Bernini's critics were, very often, critical of the Baroque style in general. The Baroque, and Bernini's work in particular, was focused on emotion, faith and exaggeration, and the Age of Reason that followed him held none of those things in high regard. After his death, Bernini fell out of favor among art critics, and has only recently been the recipient of praise once again.

"Baroque is the art of bad taste" - Benedetto Croce, 20th Century Italian philosopher

"The Baroque is when you can draw a straight line but choose instead to draw a curve. The Baroque is when you are bored with the melody and wish to listen to the variations" - Luigi Barzini, Italian journalist

In his own time Bernini had many critics, especially concerning his failure to build bell towers for St. Peter's. Many of these men were merely jealous of all of the commissions received by Bernini and resented the fact that they had to go through him to find work during Urban VIII's papacy. Bernini's harshest critic was Francesco Borromini, one of Rome's leading architects. Borromini was the man who, with others, convinced Pope Innocent X that Bernini was a bungler and that his bell tower should be torn down.

Other critics of Bernini complain of over exaggeration. They say that the expressions on the faces of his sculptures are overdone, hackneyed, and insincere. However, many of the critics who claim that the expressions he uses are unoriginal are more modern and fail to realize that in Bernini's time what he was doing was original and has been copied and recopied over the years. Also, those who say that his work is insincere are typically not Italians and do not realize that Italians, like Bernini, are extremely exaggerated individuals who gesture more than many cultures, and Bernini was trying to appeal to them. It would be unwise to suppose that Bernini's works are insincere merely because they are as vivid and as full of expression as his countrymen.

There were, of course, people who liked his work, and many of those people were in charge of the Catholic Church.
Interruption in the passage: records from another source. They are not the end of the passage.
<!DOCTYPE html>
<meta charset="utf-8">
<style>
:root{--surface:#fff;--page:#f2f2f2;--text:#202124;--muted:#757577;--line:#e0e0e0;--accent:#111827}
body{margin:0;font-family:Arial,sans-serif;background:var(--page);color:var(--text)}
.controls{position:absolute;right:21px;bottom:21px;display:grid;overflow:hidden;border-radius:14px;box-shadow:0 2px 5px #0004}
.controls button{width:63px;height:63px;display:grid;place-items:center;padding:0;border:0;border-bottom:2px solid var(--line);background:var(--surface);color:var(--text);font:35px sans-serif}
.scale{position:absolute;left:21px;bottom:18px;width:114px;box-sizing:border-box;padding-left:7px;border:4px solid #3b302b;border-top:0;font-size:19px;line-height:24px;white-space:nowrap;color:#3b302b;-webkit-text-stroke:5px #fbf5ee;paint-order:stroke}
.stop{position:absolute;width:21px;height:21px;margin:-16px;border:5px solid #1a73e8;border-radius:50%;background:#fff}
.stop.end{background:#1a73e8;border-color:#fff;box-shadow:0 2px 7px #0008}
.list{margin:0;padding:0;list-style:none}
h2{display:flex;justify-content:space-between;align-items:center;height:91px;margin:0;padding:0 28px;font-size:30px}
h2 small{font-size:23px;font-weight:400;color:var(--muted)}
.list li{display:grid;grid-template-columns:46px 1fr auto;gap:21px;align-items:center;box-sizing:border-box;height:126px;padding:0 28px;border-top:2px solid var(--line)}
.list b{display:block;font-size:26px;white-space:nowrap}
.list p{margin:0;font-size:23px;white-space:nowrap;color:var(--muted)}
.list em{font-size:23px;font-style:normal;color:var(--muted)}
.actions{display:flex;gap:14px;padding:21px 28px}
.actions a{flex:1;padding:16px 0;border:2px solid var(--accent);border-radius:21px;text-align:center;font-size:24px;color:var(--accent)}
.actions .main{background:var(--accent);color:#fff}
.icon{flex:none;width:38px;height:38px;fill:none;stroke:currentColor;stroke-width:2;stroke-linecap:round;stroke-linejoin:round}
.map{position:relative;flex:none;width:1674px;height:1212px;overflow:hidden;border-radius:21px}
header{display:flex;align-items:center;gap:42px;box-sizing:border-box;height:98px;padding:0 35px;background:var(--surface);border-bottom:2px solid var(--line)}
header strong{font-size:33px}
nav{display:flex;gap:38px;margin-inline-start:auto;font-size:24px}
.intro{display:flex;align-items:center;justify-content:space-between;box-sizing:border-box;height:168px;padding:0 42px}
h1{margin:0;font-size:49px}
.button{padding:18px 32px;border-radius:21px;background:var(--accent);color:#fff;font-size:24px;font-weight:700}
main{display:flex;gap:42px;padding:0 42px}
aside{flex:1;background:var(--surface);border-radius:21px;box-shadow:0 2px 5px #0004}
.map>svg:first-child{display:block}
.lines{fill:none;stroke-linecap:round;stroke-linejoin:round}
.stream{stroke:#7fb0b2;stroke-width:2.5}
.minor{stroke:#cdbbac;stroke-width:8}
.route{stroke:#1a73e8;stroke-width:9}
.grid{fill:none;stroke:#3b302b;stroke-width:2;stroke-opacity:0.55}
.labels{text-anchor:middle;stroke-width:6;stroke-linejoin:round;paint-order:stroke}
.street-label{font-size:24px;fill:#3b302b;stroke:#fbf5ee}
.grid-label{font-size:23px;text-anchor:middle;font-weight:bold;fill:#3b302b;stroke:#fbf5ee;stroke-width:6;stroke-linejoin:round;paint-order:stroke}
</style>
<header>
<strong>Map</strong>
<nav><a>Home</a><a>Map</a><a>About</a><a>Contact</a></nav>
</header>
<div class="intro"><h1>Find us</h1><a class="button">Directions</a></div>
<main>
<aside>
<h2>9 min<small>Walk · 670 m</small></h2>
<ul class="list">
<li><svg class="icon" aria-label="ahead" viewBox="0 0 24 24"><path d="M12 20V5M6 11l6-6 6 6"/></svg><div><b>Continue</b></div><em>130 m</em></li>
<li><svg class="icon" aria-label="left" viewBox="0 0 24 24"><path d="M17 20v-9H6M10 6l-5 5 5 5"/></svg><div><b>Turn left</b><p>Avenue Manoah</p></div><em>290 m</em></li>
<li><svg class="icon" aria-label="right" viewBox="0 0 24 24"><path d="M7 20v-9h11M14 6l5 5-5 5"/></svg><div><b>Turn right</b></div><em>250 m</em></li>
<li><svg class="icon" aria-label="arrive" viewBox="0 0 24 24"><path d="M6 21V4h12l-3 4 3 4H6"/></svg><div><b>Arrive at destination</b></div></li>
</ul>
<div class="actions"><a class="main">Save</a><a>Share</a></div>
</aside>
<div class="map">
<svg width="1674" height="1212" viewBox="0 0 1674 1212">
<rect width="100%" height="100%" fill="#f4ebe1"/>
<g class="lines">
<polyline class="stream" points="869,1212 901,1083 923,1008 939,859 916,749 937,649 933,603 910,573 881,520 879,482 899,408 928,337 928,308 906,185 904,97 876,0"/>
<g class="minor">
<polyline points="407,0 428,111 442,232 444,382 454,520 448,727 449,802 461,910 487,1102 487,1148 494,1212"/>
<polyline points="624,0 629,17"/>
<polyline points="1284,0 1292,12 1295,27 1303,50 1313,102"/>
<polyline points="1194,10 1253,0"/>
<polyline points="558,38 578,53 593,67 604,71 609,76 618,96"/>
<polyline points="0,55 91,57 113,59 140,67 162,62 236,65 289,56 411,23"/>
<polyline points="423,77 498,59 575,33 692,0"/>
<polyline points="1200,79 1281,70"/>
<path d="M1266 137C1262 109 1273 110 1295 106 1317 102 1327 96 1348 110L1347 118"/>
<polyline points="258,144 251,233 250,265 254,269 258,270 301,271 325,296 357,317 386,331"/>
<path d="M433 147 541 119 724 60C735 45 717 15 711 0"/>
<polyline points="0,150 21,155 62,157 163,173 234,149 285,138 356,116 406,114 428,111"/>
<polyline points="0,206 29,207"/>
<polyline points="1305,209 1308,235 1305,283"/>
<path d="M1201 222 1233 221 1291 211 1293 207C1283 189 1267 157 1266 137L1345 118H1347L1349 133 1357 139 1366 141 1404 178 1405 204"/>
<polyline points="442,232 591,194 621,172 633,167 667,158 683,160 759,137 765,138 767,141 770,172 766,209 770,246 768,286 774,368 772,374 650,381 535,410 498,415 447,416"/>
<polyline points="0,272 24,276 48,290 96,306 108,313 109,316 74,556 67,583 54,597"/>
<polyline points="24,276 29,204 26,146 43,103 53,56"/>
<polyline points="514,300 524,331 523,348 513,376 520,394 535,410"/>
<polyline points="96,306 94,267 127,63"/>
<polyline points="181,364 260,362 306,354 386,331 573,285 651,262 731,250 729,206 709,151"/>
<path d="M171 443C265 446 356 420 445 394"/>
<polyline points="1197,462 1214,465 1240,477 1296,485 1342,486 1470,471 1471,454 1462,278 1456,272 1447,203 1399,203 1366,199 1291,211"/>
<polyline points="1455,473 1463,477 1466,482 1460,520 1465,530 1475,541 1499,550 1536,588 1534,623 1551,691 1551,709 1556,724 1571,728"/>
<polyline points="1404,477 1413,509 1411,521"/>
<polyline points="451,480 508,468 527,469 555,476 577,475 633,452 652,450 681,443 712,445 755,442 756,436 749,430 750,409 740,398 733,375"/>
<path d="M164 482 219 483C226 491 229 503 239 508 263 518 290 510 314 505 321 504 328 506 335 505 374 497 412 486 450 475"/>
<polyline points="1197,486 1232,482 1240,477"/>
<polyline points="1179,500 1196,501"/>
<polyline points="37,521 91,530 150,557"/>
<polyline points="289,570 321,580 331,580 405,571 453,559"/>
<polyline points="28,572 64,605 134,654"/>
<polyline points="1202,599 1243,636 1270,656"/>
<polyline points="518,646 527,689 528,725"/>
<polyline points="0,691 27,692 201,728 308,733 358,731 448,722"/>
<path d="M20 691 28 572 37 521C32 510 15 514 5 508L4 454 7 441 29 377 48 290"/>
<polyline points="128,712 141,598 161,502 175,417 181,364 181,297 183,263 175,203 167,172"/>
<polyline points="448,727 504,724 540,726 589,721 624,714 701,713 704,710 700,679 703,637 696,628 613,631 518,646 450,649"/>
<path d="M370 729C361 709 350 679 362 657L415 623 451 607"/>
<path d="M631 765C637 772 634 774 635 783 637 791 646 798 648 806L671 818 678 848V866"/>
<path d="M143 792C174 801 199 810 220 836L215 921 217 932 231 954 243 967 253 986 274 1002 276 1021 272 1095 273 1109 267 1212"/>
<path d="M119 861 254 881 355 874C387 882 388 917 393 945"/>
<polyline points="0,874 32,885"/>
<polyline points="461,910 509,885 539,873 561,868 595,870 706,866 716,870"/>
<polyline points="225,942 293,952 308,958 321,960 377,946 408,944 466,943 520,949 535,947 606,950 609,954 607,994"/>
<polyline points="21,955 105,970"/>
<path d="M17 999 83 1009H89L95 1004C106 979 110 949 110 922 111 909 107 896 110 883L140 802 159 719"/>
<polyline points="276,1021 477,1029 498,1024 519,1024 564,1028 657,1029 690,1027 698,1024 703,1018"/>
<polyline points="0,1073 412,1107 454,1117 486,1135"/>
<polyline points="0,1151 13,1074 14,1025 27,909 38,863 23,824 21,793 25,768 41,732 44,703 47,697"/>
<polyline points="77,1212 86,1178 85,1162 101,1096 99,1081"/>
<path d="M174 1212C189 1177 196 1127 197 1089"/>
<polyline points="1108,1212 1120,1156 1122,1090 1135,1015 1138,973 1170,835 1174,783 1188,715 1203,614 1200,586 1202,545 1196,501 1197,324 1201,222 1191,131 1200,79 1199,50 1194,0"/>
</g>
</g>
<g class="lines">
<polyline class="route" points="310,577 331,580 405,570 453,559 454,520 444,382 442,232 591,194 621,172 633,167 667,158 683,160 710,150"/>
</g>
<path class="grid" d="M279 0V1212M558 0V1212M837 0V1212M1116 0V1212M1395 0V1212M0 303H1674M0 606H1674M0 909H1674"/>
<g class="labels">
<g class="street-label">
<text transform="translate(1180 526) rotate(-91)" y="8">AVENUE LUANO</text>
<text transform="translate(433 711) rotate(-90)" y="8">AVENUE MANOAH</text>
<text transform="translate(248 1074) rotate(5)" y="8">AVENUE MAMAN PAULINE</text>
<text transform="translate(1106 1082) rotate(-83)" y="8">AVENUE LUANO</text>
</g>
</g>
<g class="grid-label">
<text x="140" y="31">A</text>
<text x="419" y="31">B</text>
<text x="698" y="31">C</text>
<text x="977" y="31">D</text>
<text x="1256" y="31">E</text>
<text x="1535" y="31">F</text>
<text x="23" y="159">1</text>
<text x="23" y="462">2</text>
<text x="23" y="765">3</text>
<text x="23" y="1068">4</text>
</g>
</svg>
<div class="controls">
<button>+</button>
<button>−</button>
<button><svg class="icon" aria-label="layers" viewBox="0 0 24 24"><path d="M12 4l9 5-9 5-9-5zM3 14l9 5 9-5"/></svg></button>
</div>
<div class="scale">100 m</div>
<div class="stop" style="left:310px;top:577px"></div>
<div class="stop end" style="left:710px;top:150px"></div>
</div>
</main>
"Our fortune is far greater in that Cavalier Bernini lives during our pontificate" - Pope Urban VIII

"[Bernini is] a rare man, sublime artificer, born by Divine Disposition for the glory of Rome to illuminate the century" - Pope Urban VIII

Even Pope Innocent X, the man who left him disgraced, could not deny Bernini's brilliance. When the Pope was looking for a design for a fountain in Rome's Piazza Navona he did not ask Bernini to submit an idea, but Bernini made a model of his fountain and had a friend secretly place the model in the Pope's palace where he would see it. When the Pope saw the design for the fountain he came to the realization that he could not help but use Bernini's design and Bernini once again fell into favor with the Pope.